***** WORKING DATA

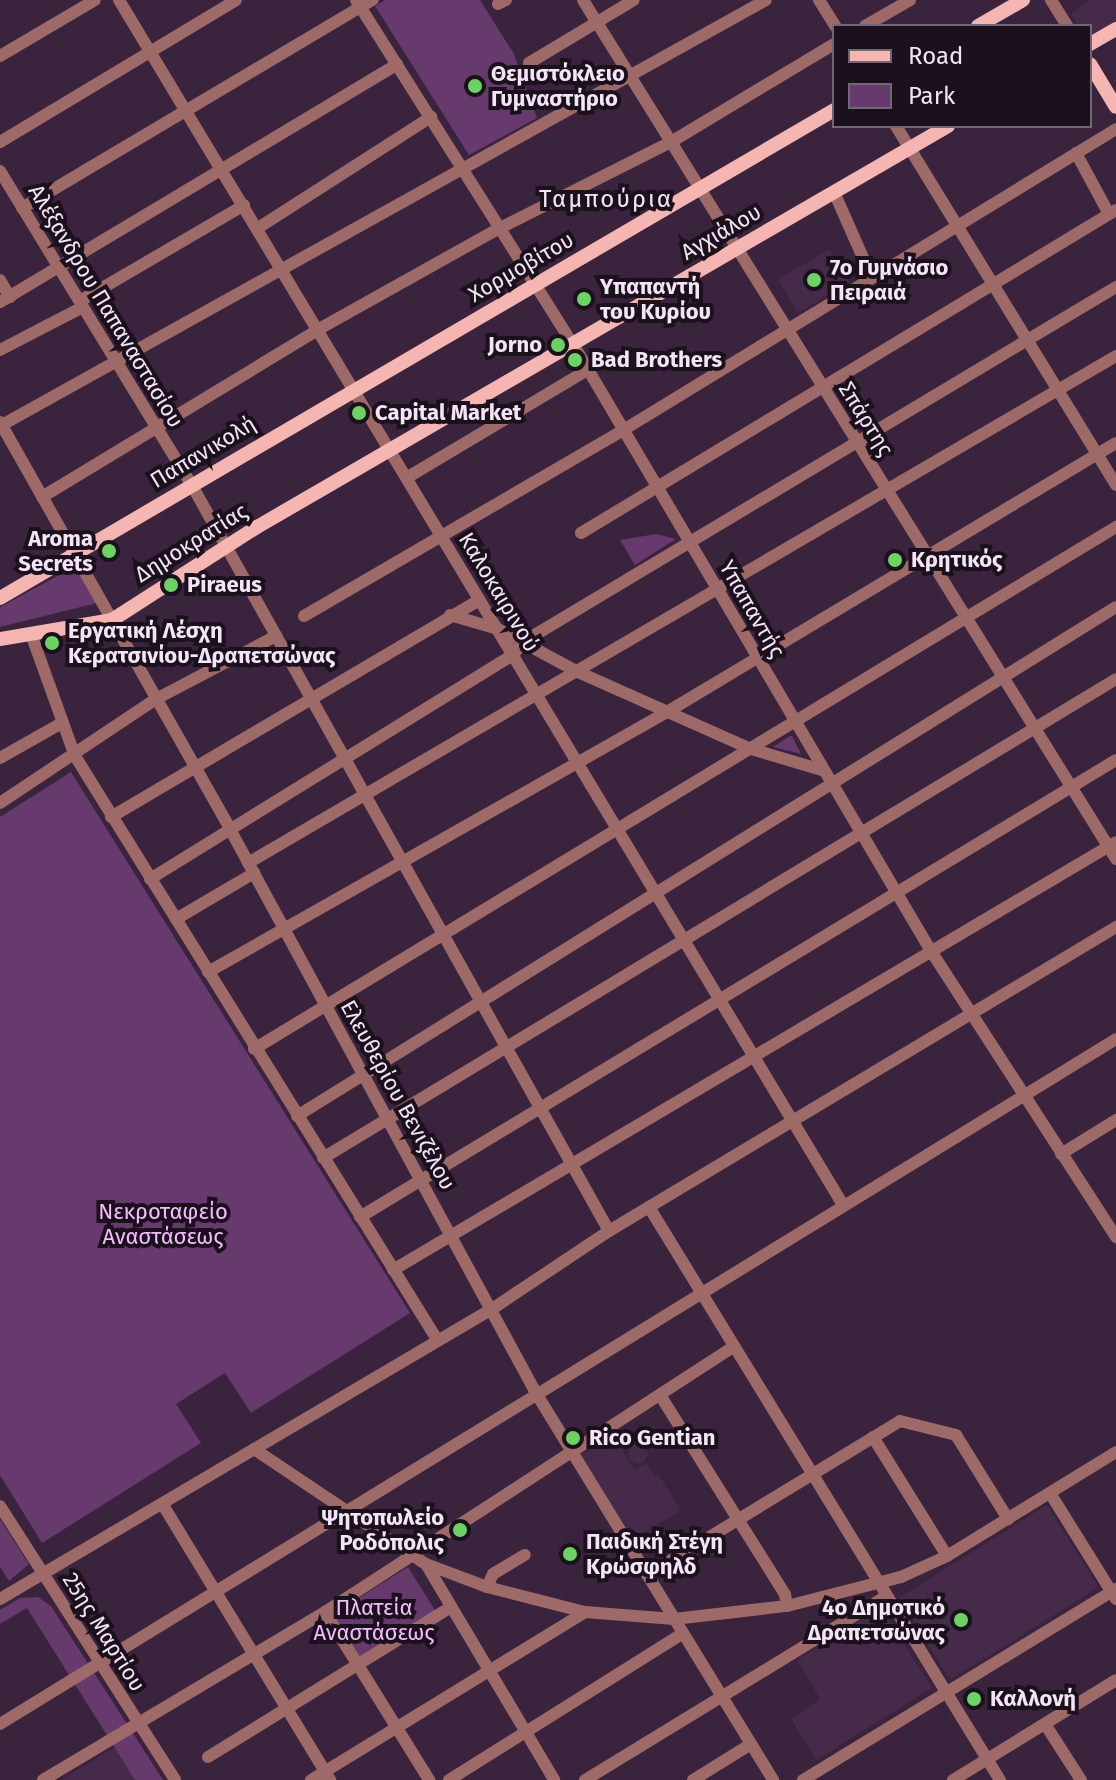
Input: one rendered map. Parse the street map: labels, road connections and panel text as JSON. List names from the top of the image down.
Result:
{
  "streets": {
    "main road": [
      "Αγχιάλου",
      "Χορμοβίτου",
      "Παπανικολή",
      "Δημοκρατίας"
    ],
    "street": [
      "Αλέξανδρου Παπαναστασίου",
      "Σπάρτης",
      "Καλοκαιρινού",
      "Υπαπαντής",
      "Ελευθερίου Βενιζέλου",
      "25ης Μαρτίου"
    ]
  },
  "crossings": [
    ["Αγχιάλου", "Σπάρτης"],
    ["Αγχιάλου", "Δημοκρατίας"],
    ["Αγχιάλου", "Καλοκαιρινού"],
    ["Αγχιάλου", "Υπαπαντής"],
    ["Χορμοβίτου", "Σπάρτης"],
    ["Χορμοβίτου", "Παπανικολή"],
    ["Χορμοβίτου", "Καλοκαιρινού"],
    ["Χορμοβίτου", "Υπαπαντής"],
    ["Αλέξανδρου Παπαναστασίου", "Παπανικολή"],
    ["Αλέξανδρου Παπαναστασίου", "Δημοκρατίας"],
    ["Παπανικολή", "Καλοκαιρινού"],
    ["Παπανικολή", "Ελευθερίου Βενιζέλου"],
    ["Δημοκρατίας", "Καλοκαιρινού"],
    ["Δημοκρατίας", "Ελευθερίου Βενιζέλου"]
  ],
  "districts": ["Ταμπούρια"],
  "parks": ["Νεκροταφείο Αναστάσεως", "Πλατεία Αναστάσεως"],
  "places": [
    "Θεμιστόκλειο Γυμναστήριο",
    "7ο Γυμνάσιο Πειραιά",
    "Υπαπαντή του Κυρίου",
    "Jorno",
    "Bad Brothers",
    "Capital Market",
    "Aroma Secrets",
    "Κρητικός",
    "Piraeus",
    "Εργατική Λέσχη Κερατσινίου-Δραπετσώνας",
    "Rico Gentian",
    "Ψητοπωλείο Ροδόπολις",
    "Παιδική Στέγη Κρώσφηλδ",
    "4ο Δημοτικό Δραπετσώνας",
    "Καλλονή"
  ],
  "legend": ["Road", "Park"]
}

**********

* HOW TO COMPLETE THIS TASK:
Where an entry holds a picture, drop it and transcribe everything else exactly.

* YOUR RESPONSE:
Input: one rendered map. Parse the street map: labels, road connections and panel text as JSON. List names from the top of the image down.
Result:
{
  "streets": {
    "main road": [
      "Αγχιάλου",
      "Χορμοβίτου",
      "Παπανικολή",
      "Δημοκρατίας"
    ],
    "street": [
      "Αλέξανδρου Παπαναστασίου",
      "Σπάρτης",
      "Καλοκαιρινού",
      "Υπαπαντής",
      "Ελευθερίου Βενιζέλου",
      "25ης Μαρτίου"
    ]
  },
  "crossings": [
    ["Αγχιάλου", "Σπάρτης"],
    ["Αγχιάλου", "Δημοκρατίας"],
    ["Αγχιάλου", "Καλοκαιρινού"],
    ["Αγχιάλου", "Υπαπαντής"],
    ["Χορμοβίτου", "Σπάρτης"],
    ["Χορμοβίτου", "Παπανικολή"],
    ["Χορμοβίτου", "Καλοκαιρινού"],
    ["Χορμοβίτου", "Υπαπαντής"],
    ["Αλέξανδρου Παπαναστασίου", "Παπανικολή"],
    ["Αλέξανδρου Παπαναστασίου", "Δημοκρατίας"],
    ["Παπανικολή", "Καλοκαιρινού"],
    ["Παπανικολή", "Ελευθερίου Βενιζέλου"],
    ["Δημοκρατίας", "Καλοκαιρινού"],
    ["Δημοκρατίας", "Ελευθερίου Βενιζέλου"]
  ],
  "districts": ["Ταμπούρια"],
  "parks": ["Νεκροταφείο Αναστάσεως", "Πλατεία Αναστάσεως"],
  "places": [
    "Θεμιστόκλειο Γυμναστήριο",
    "7ο Γυμνάσιο Πειραιά",
    "Υπαπαντή του Κυρίου",
    "Jorno",
    "Bad Brothers",
    "Capital Market",
    "Aroma Secrets",
    "Κρητικός",
    "Piraeus",
    "Εργατική Λέσχη Κερατσινίου-Δραπετσώνας",
    "Rico Gentian",
    "Ψητοπωλείο Ροδόπολις",
    "Παιδική Στέγη Κρώσφηλδ",
    "4ο Δημοτικό Δραπετσώνας",
    "Καλλονή"
  ],
  "legend": ["Road", "Park"]
}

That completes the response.